PostgreSQL Denormalization

Introduction

In the world of relational databases, normalization is a fundamental principle that helps organize data efficiently, eliminate redundancy, and maintain data integrity. However, there are scenarios where strictly following normalization rules can lead to performance issues, especially when dealing with complex queries or large datasets.

This is where denormalization comes in - a strategic approach that deliberately introduces some redundancy into database design to optimize query performance. In this guide, we'll explore how and when to apply denormalization techniques in PostgreSQL databases, balancing performance gains against potential drawbacks.

What is Denormalization?

Denormalization is the process of adding redundant data to one or more tables to improve read performance at the expense of write performance and some data integrity.
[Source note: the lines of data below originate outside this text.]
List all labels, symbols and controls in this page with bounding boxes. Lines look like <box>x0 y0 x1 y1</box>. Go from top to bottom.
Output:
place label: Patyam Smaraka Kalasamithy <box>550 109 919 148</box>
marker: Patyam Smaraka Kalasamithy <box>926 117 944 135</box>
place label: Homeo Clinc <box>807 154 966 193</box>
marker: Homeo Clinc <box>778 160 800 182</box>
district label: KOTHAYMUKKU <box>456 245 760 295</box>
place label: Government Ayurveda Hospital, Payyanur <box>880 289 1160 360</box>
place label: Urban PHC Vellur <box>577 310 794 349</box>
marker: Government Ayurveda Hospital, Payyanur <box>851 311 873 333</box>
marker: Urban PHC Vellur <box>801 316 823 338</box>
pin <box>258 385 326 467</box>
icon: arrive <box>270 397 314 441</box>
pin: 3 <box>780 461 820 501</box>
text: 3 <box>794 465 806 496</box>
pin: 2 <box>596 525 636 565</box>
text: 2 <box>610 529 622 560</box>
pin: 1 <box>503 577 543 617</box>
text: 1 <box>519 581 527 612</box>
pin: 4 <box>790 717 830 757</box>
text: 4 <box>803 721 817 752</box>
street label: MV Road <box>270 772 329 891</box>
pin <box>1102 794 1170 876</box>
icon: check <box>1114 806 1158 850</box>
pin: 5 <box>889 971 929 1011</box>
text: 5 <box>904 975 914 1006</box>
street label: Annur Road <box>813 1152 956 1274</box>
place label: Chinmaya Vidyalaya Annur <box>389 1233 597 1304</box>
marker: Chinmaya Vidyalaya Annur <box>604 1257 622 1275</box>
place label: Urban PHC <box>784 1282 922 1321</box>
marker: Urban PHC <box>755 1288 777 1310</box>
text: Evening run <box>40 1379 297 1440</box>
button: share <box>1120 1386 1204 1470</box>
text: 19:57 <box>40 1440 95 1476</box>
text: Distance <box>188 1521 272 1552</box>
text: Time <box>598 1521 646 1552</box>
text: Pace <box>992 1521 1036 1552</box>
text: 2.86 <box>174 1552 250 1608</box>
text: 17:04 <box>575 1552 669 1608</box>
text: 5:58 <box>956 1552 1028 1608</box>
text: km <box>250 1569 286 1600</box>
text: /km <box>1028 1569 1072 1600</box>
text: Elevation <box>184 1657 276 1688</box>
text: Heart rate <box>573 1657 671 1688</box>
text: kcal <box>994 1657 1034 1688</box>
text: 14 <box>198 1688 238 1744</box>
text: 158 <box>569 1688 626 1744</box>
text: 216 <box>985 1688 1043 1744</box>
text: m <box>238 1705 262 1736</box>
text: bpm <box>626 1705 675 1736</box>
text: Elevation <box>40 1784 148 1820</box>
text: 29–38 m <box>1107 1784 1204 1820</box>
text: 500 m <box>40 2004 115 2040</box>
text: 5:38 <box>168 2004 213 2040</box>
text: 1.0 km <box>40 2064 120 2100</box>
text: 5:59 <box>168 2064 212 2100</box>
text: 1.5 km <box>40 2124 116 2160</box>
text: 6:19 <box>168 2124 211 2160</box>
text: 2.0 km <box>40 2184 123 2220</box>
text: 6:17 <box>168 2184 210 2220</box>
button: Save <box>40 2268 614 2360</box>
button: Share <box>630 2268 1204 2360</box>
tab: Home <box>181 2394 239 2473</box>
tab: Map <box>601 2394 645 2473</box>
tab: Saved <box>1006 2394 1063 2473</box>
Unlike normalization (which splits data into multiple tables to reduce redundancy), denormalization combines or duplicates data to reduce the need for complex JOINs.

When to Consider Denormalization

Before introducing redundancy into your database, consider whether denormalization is appropriate:

✅ Good candidates for denormalization:

Read-heavy applications with relatively infrequent writes
Reporting systems and data warehouses
Data that changes infrequently but is queried often
Performance-critical queries involving multiple JOINs
Applications where query speed is more critical than write speed

❌ Poor candidates for denormalization:

Write-heavy applications with frequent data changes
Systems where data consistency is absolutely critical
Small datasets where performance gains would be negligible
Applications where storage space is severely limited

Common Denormalization Techniques in PostgreSQL

Let's explore several denormalization techniques with practical examples.

1. Redundant Columns

Adding redundant columns to avoid JOINs is one of the simplest denormalization techniques.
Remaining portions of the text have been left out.